New legislation advances Metro reforms while preserving Eastside service
StoryMetropolitan King County Council Vice Chair Jane Hague and Councilmember Kathy Lambert today stood with King County Executive Dow Constantine as they announced agreement on a joint proposal to fund Metro Transit services targeted for the next two years through a $20 Congestion Reduction Charge (CRC).
The bipartisan agreement averts the need for 17 percent in Metro service cuts – many of which would occur on the Eastside.
“This is a very different legislative package from what was initially proposed,” said Councilmember Hague. “This deal offers real reform. It cuts waste, creates jobs and provides equity to the Eastside. It’s important we keep people moving while reforming Metro.”
“This enhanced negotiation has given us an in-depth opportunity to look at how we can make transit and transportation stable for the next two years,” said Councilmember Lambert. “During this time of an uncertain economy our citizens want best value for their dollars. This plan will provide bus vouchers worth $20 and will still keep infrastructure so that there will be a bus at the bus stop when they need it. Preserving our existing hours during these times of economic uncertainty is vital to business success and citizens going to their jobs in our community.”
“I want to thank Councilmembers Hague and Lambert for their leadership on this issue,” said Executive Constantine. “I know it was not an easy decision, but we worked together to craft a proposal that serves the people of East King County well.”
Elements of the new package include:
• The preservation of current levels of Metro service on the Greater Eastside. Under the previous proposal, Eastside service would have been cut by 120,000 hours.
• Implementation of “right-sizing” consistent with the Transit Strategic Plan. Rather than eliminating low-ridership routes that serve lower-density areas, Metro will deploy lower-cost, more efficient Dial-a-Ride Transit service (DART), community access transportation services, Vanpools and vanshares, which will make Metro more efficient and responsive to riders.
• A Transit Incentive Program that will provide eight bus tickets, up to $24, in exchange for each car tab renewal. Individuals will be able to use the tickets for bus rides to anywhere within the county. Or they can choose to donate the value of those tickets for distribution by select human service agencies.
• A phase out of the downtown Seattle Ride Free Area in October 2012, which was called for by the County Council’s 2009 Metro performance audit.
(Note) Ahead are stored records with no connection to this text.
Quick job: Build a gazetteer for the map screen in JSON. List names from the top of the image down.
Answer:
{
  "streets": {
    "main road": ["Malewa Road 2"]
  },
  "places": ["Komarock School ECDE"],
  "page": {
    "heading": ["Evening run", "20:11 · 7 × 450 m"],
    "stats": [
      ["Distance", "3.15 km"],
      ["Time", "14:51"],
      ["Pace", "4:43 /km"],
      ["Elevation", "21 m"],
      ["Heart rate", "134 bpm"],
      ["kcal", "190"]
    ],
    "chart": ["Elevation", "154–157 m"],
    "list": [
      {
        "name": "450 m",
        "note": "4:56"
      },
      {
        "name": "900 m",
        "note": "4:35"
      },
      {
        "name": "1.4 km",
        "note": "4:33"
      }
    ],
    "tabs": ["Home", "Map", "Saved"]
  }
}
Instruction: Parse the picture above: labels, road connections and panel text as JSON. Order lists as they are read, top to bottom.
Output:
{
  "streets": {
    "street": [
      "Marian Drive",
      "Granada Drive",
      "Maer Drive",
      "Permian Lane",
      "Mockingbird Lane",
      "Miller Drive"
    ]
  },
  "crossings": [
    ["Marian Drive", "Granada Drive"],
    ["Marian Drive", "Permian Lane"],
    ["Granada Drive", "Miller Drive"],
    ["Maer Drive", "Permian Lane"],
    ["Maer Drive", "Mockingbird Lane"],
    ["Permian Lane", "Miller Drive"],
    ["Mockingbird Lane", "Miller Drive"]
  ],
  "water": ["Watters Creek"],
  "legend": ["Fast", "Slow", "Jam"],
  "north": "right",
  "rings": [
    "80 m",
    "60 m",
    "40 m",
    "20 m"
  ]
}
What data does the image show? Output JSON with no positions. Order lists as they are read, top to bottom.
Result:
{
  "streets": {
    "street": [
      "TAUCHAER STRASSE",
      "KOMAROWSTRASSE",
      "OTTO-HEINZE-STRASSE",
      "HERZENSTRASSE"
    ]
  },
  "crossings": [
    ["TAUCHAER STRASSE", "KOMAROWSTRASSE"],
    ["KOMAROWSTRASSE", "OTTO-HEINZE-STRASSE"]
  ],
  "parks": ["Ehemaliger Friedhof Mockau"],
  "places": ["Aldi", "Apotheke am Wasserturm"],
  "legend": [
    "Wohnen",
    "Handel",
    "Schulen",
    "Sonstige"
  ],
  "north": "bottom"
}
The elimination will save $2.2 million a year.
• Language consistent with the Transit Strategic Plan that calls for routes which carry more riders due to the effect of highway tolling, including SR-520, as candidates for added service.
Over the past few years Metro has saved approximately $143 million per year in costs. However, because of a steep drop in sales tax revenues due to the recession, Metro still faces considerable budget shortfalls. Metro expected to have a $60 million a year deficit through 2015. The two-year temporary charge would generate about $25 million per year. The combination of the congestion charge and the use of one-time reserves would enable Metro to avoid large service reductions in 2012-2013 projected at 17 percent across the board.
The CRC has been endorsed by a diverse group of local stakeholders. These groups include: The Bellevue Downtown Association, King County Labor Council, Civilian Alliance for a Sound Economy (CASE), Microsoft, Cascade Bicycle Club, Alliance of non-profits, and the Kirkland City Council, among many others. The Council has also received a petition signed by 10,000 current bus riders.
The Council is scheduled to consider the CRC on Monday, August 15.